## Exercise objective
Every entry that follows should be repeated exactly; drop the images.

## Records for this exercise
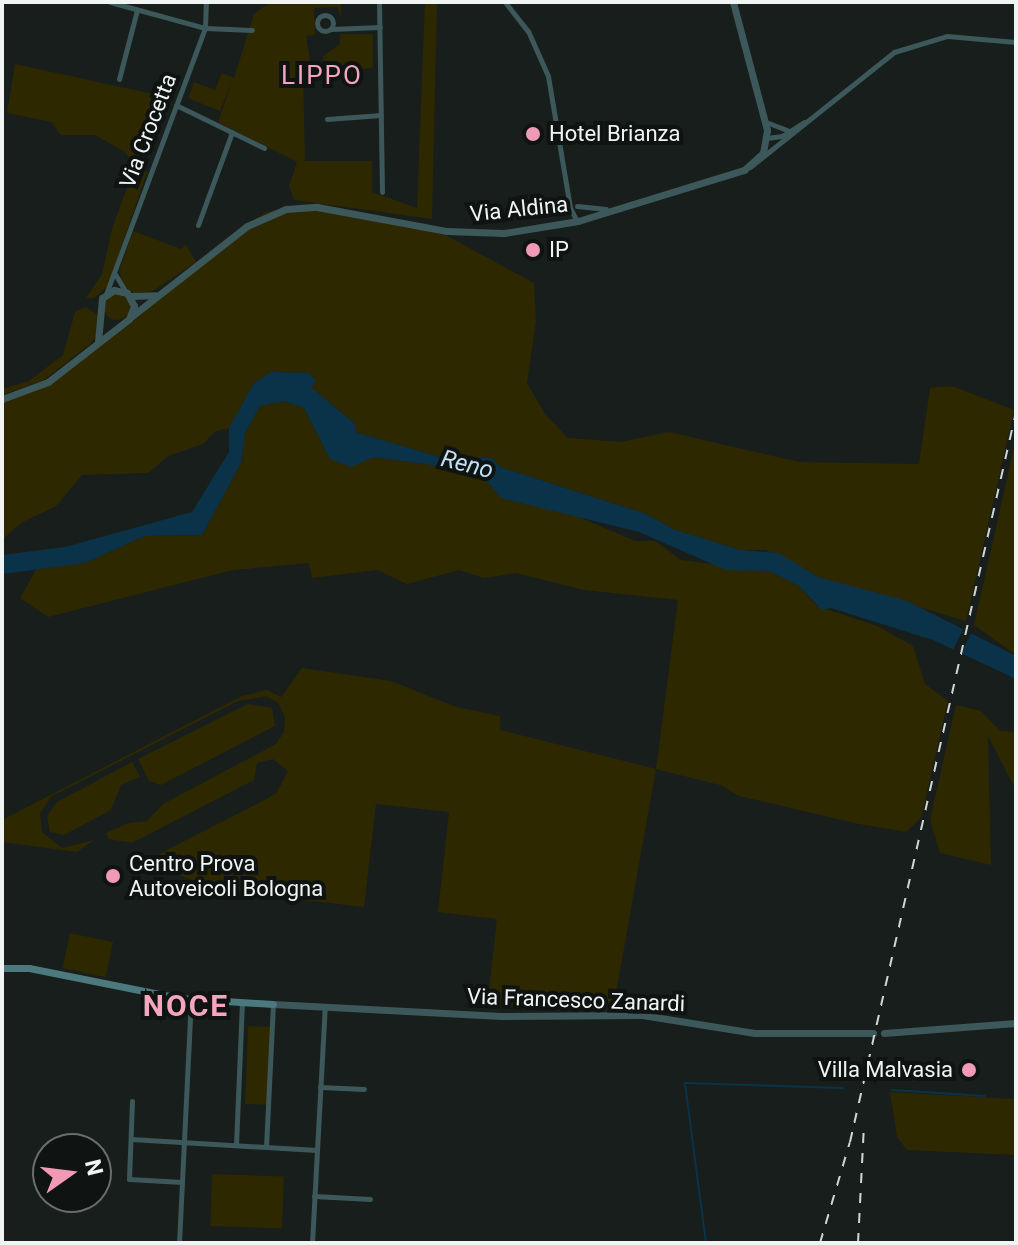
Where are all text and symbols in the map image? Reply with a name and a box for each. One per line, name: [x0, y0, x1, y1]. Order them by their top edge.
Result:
district label: LIPPO: [281, 60, 363, 92]
street label: Via Crocetta: [114, 70, 182, 192]
place label: Hotel Brianza: [549, 121, 680, 147]
marker: Hotel Brianza: [524, 125, 542, 143]
street label: Via Aldina: [469, 191, 569, 227]
place label: IP: [549, 237, 569, 263]
marker: IP: [524, 241, 542, 259]
water label: Reno: [438, 445, 496, 485]
place label: Centro Prova Autoveicoli Bologna: [129, 850, 323, 902]
marker: Centro Prova Autoveicoli Bologna: [104, 867, 122, 885]
street label: Via Francesco Zanardi: [467, 983, 685, 1017]
district label: NOCE: [143, 988, 229, 1024]
place label: Villa Malvasia: [818, 1057, 953, 1083]
marker: Villa Malvasia: [960, 1061, 978, 1079]
north arrow: [32, 1133, 112, 1213]
text: N: [80, 1157, 108, 1178]

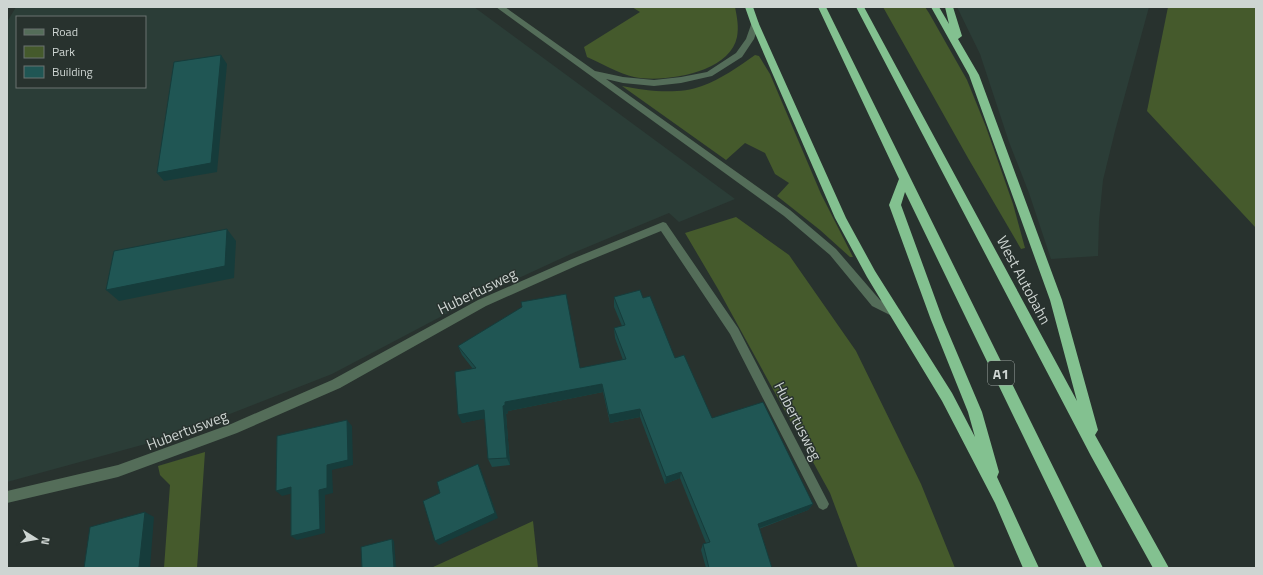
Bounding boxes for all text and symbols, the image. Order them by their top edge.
legend [16,16,146,88]
text: Road [52,22,78,41]
text: Park [52,42,75,61]
text: Building [52,62,93,81]
street label: West Autobahn [991,231,1057,329]
street label: Hubertusweg [434,262,521,320]
road number: A1 [988,361,1014,385]
street label: Hubertusweg [768,378,828,465]
street label: Hubertusweg [143,404,231,456]
north arrow [16,519,56,559]
text: N [37,536,54,546]

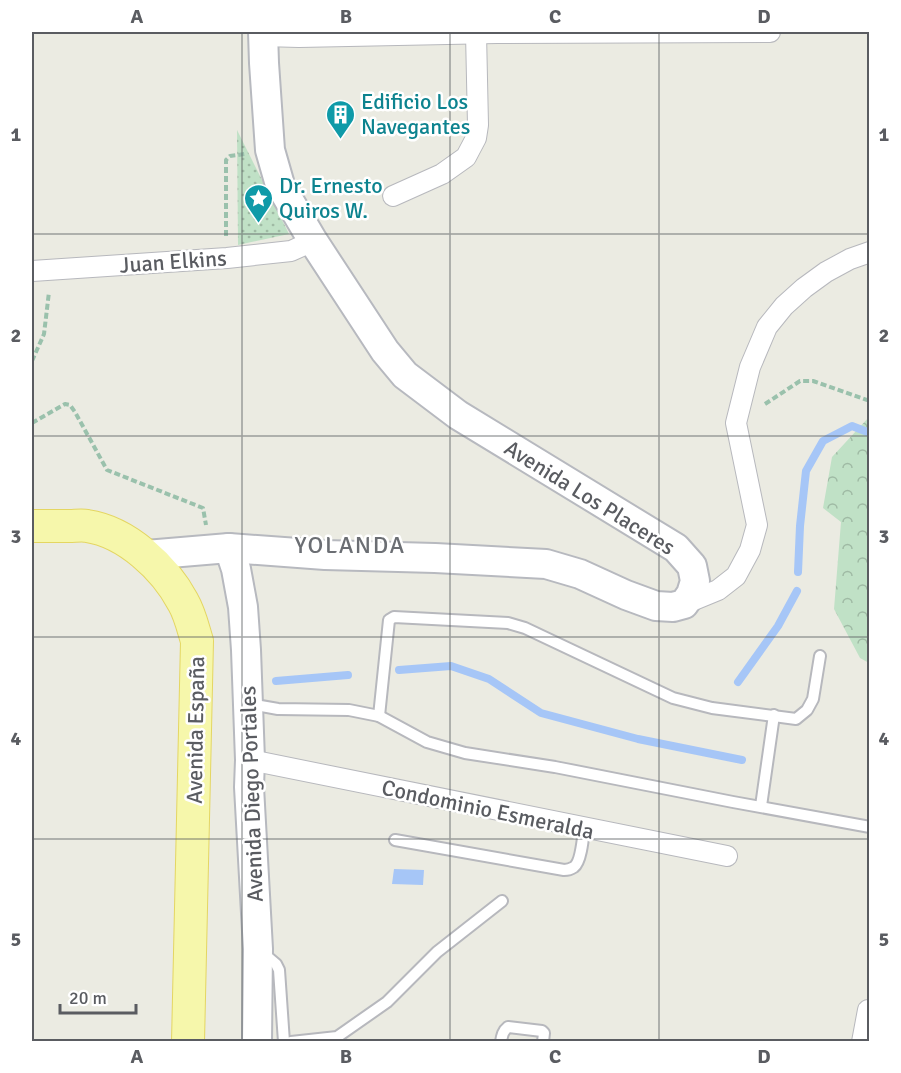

## Response to the exercise
Where are all text and symbols in the map image? Reply with a name and a box for each. One per line, name: [x0, y0, x1, y1]. Order them by their top edge.
Result:
district label: LIPPO: [281, 60, 363, 92]
street label: Via Crocetta: [114, 70, 182, 192]
place label: Hotel Brianza: [549, 121, 680, 147]
marker: Hotel Brianza: [524, 125, 542, 143]
street label: Via Aldina: [469, 191, 569, 227]
place label: IP: [549, 237, 569, 263]
marker: IP: [524, 241, 542, 259]
water label: Reno: [438, 445, 496, 485]
place label: Centro Prova Autoveicoli Bologna: [129, 850, 323, 902]
marker: Centro Prova Autoveicoli Bologna: [104, 867, 122, 885]
street label: Via Francesco Zanardi: [467, 983, 685, 1017]
district label: NOCE: [143, 988, 229, 1024]
place label: Villa Malvasia: [818, 1057, 953, 1083]
marker: Villa Malvasia: [960, 1061, 978, 1079]
north arrow: [32, 1133, 112, 1213]
text: N: [80, 1157, 108, 1178]

Bounding boxes for all text and symbols, the image. Order them by their top edge.
legend [16,16,146,88]
text: Road [52,22,78,41]
text: Park [52,42,75,61]
text: Building [52,62,93,81]
street label: West Autobahn [991,231,1057,329]
street label: Hubertusweg [434,262,521,320]
road number: A1 [988,361,1014,385]
street label: Hubertusweg [768,378,828,465]
street label: Hubertusweg [143,404,231,456]
north arrow [16,519,56,559]
text: N [37,536,54,546]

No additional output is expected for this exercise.